═══ EXTRACTED RECORDS ═══

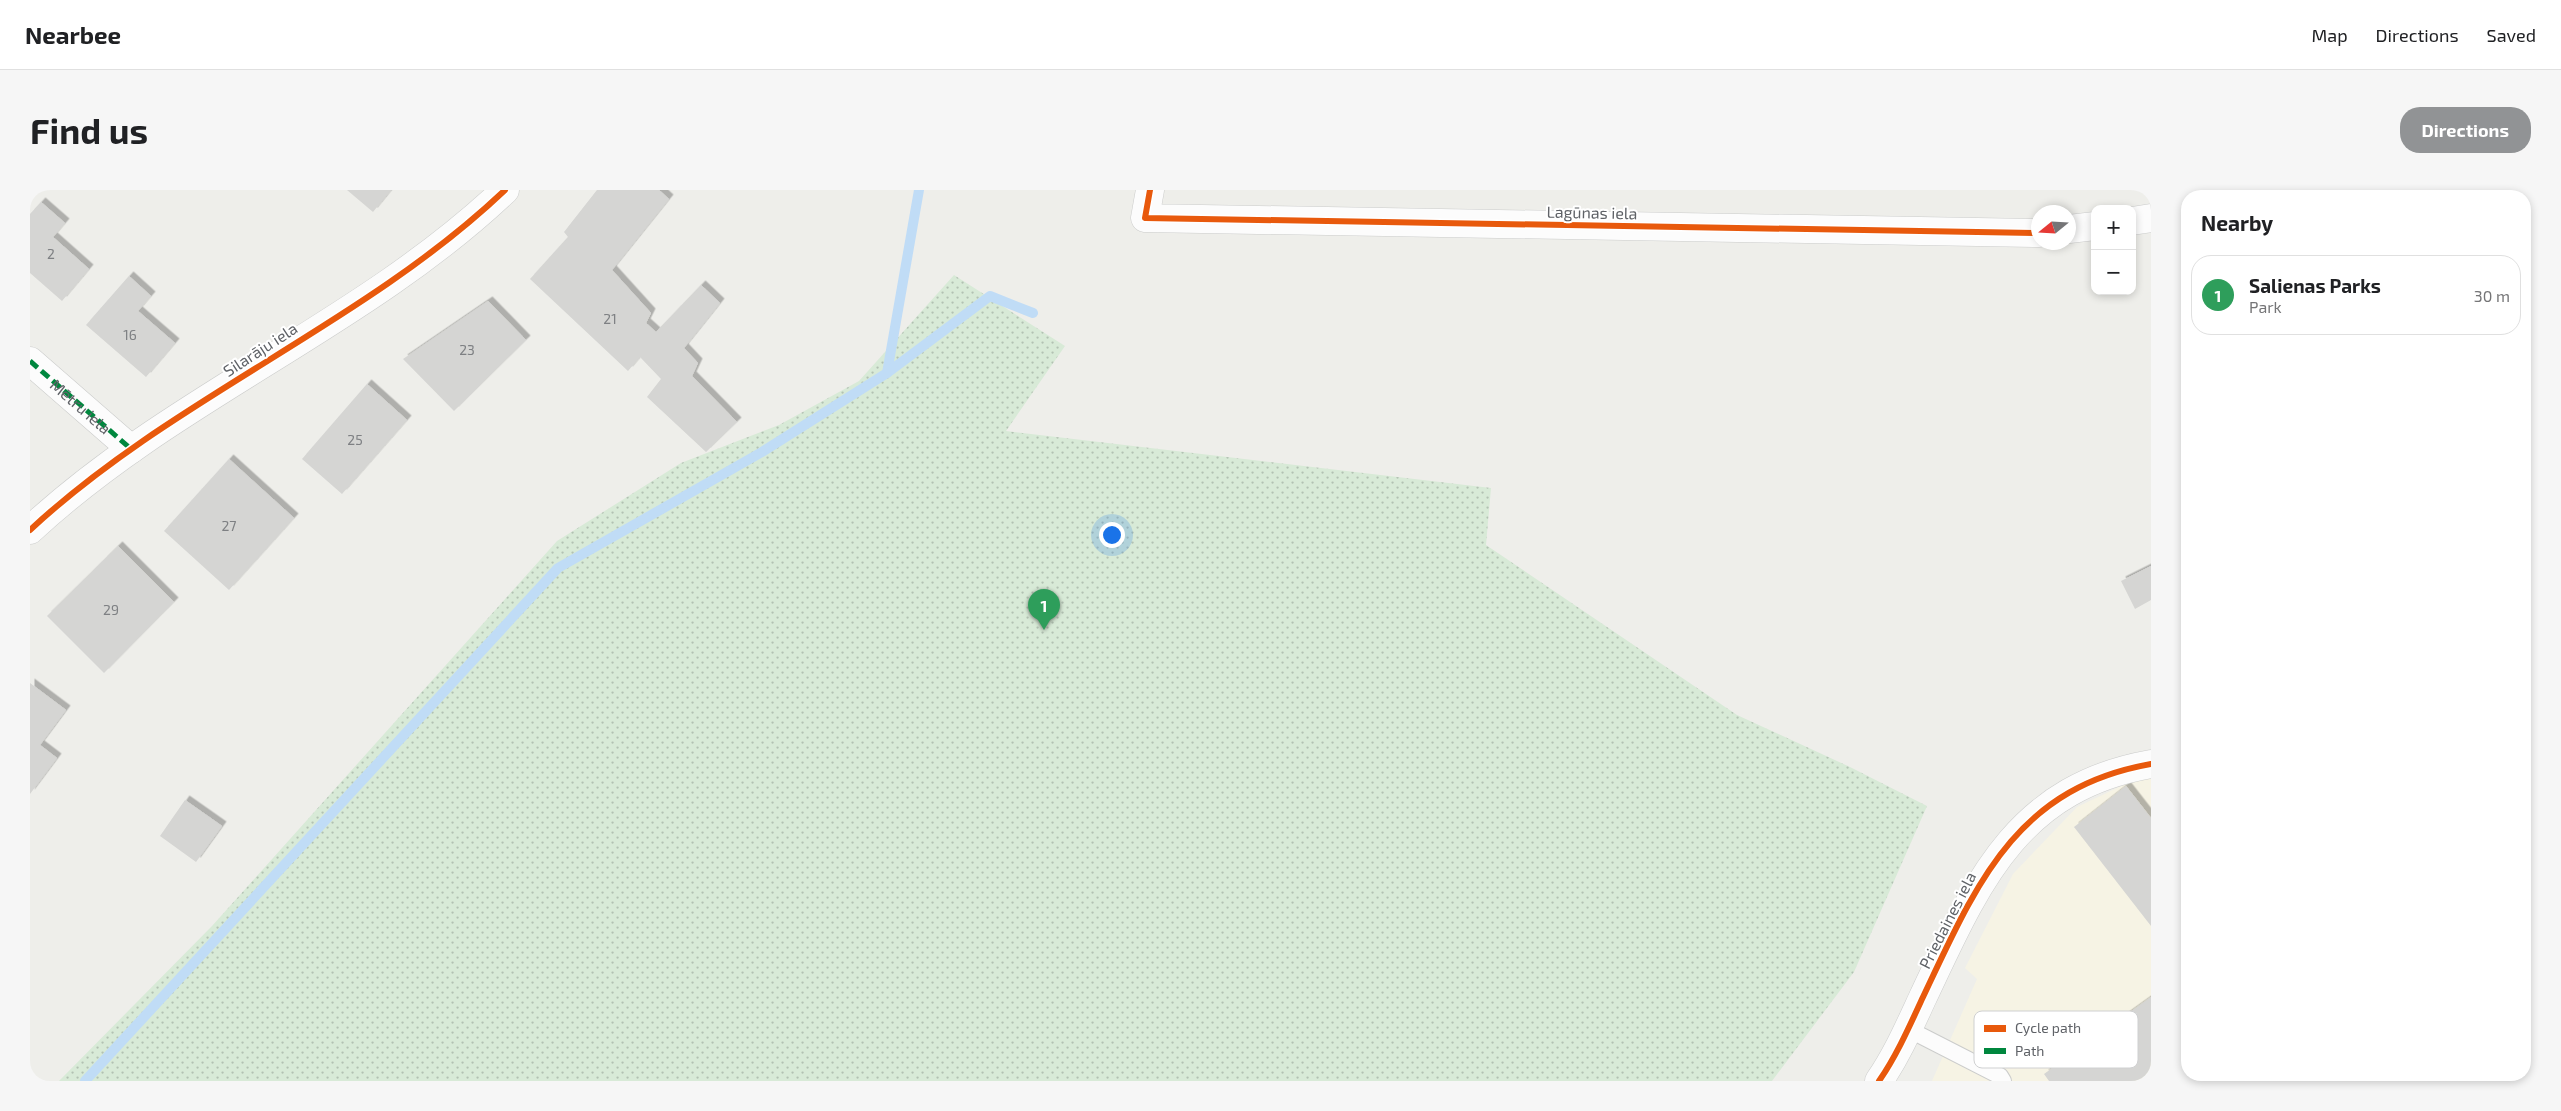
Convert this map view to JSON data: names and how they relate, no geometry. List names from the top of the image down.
{
  "streets": {
    "street": [
      "Lagūnas iela",
      "Silarāju iela",
      "Mētru iela",
      "Priedaines iela"
    ]
  },
  "crossings": [
    ["Silarāju iela", "Mētru iela"]
  ],
  "house_numbers": [
    "2",
    "21",
    "16",
    "23",
    "25",
    "27",
    "29"
  ],
  "legend": ["Cycle path", "Path"],
  "north": "left",
  "page": {
    "header": "Nearbee",
    "nav": ["Map", "Directions", "Saved"],
    "buttons": "Directions",
    "title": "Find us",
    "heading": "Nearby",
    "map_buttons": ["+", "−"],
    "list": [
      {
        "mark": "1",
        "name": "Salienas Parks",
        "note": "Park",
        "value": "30 m"
      }
    ],
    "pins": "1"
  }
}
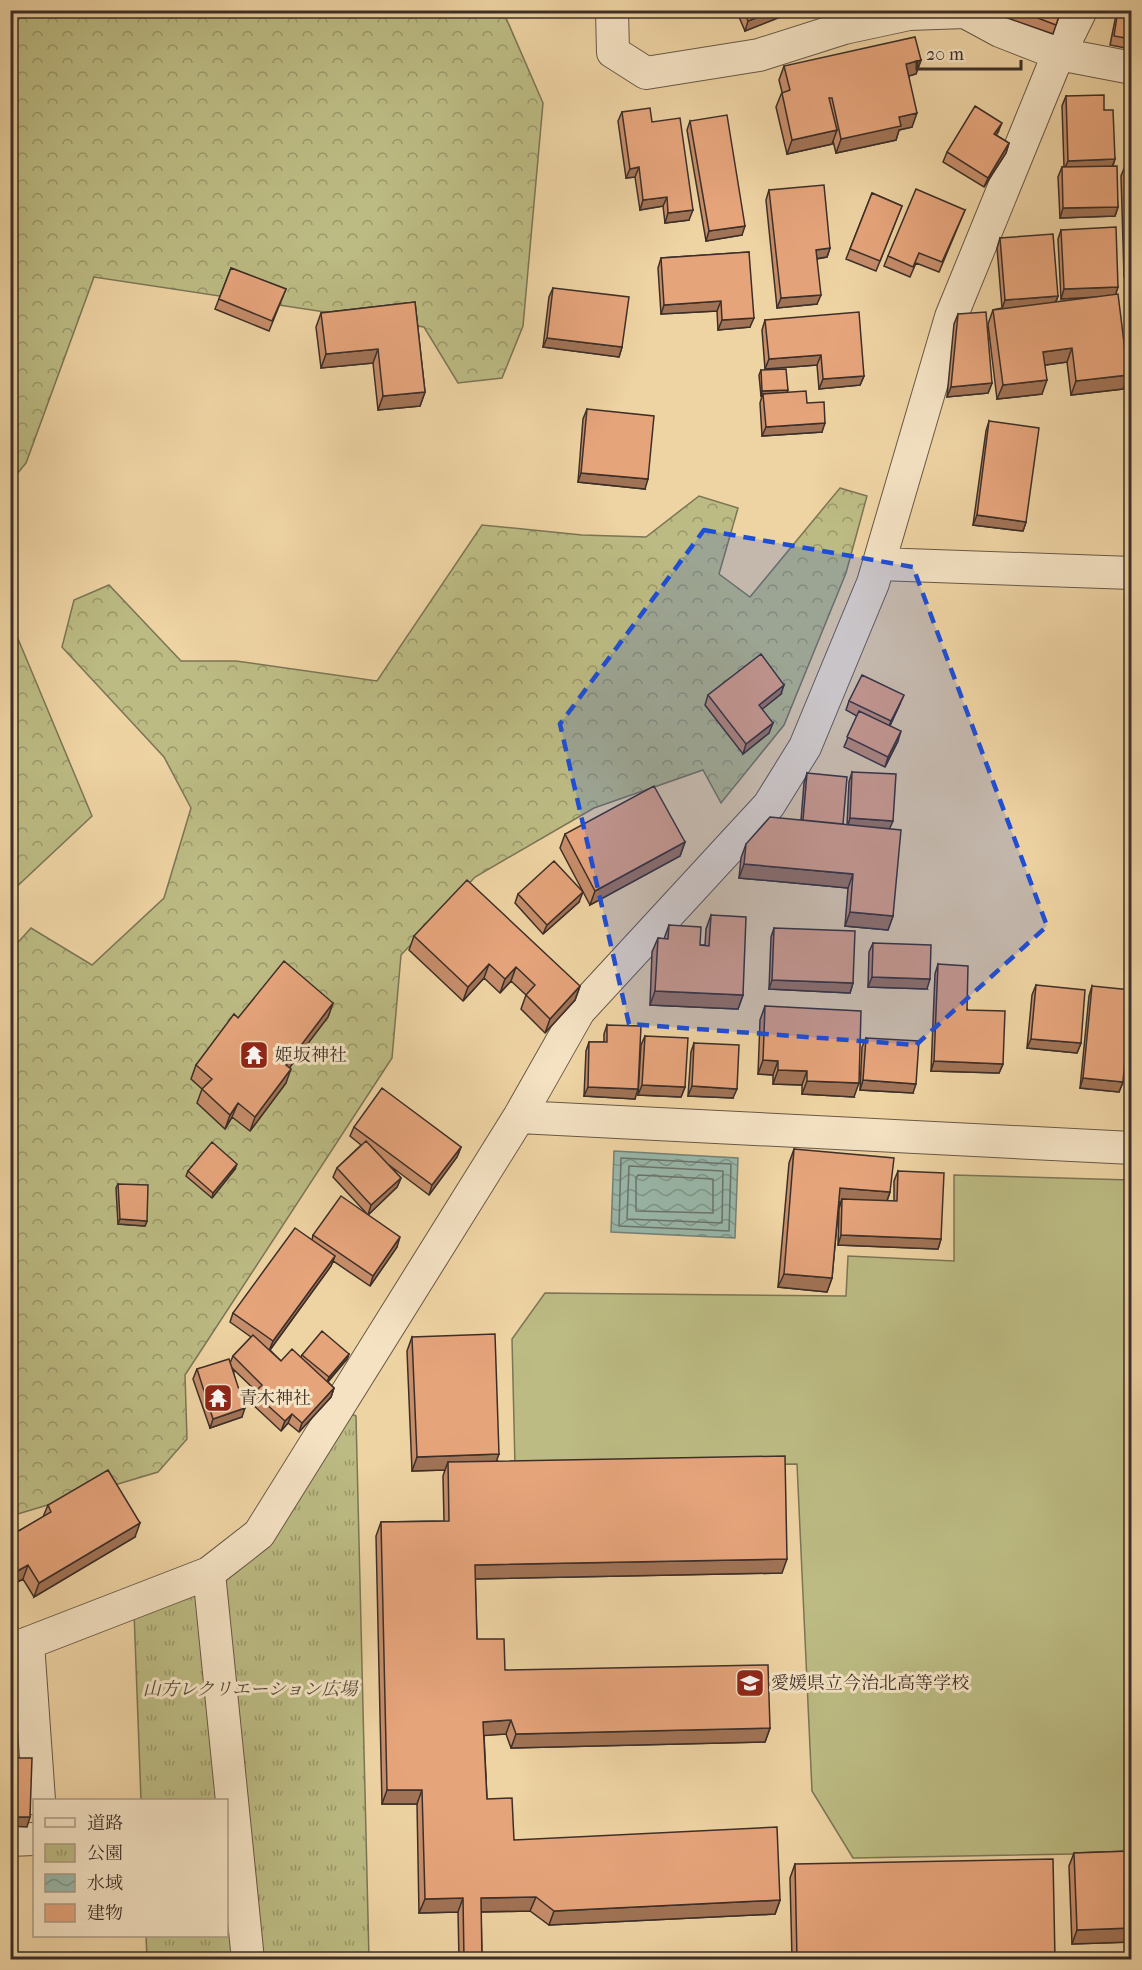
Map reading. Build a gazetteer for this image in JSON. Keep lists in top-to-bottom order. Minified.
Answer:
{"parks":["山方レクリエーション広場"],"places":{"temple":["姫坂神社","青木神社"],"school or university":["愛媛県立今治北高等学校"]},"legend":["道路","公園","水域","建物"],"scale_bar":"20 m"}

═══

• TASK DESCRIPTION:
Having removed the pictures, write out the records exactly as they stand.

• FINAL ANSWER:
Convert this map view to JSON data: names and how they relate, no geometry. List names from the top of the image down.
{
  "streets": {
    "street": [
      "Lagūnas iela",
      "Silarāju iela",
      "Mētru iela",
      "Priedaines iela"
    ]
  },
  "crossings": [
    ["Silarāju iela", "Mētru iela"]
  ],
  "house_numbers": [
    "2",
    "21",
    "16",
    "23",
    "25",
    "27",
    "29"
  ],
  "legend": ["Cycle path", "Path"],
  "north": "left",
  "page": {
    "header": "Nearbee",
    "nav": ["Map", "Directions", "Saved"],
    "buttons": "Directions",
    "title": "Find us",
    "heading": "Nearby",
    "map_buttons": ["+", "−"],
    "list": [
      {
        "mark": "1",
        "name": "Salienas Parks",
        "note": "Park",
        "value": "30 m"
      }
    ],
    "pins": "1"
  }
}
Map reading. Build a gazetteer for this image in JSON. Keep lists in top-to-bottom order. Minified.
Answer:
{"parks":["山方レクリエーション広場"],"places":{"temple":["姫坂神社","青木神社"],"school or university":["愛媛県立今治北高等学校"]},"legend":["道路","公園","水域","建物"],"scale_bar":"20 m"}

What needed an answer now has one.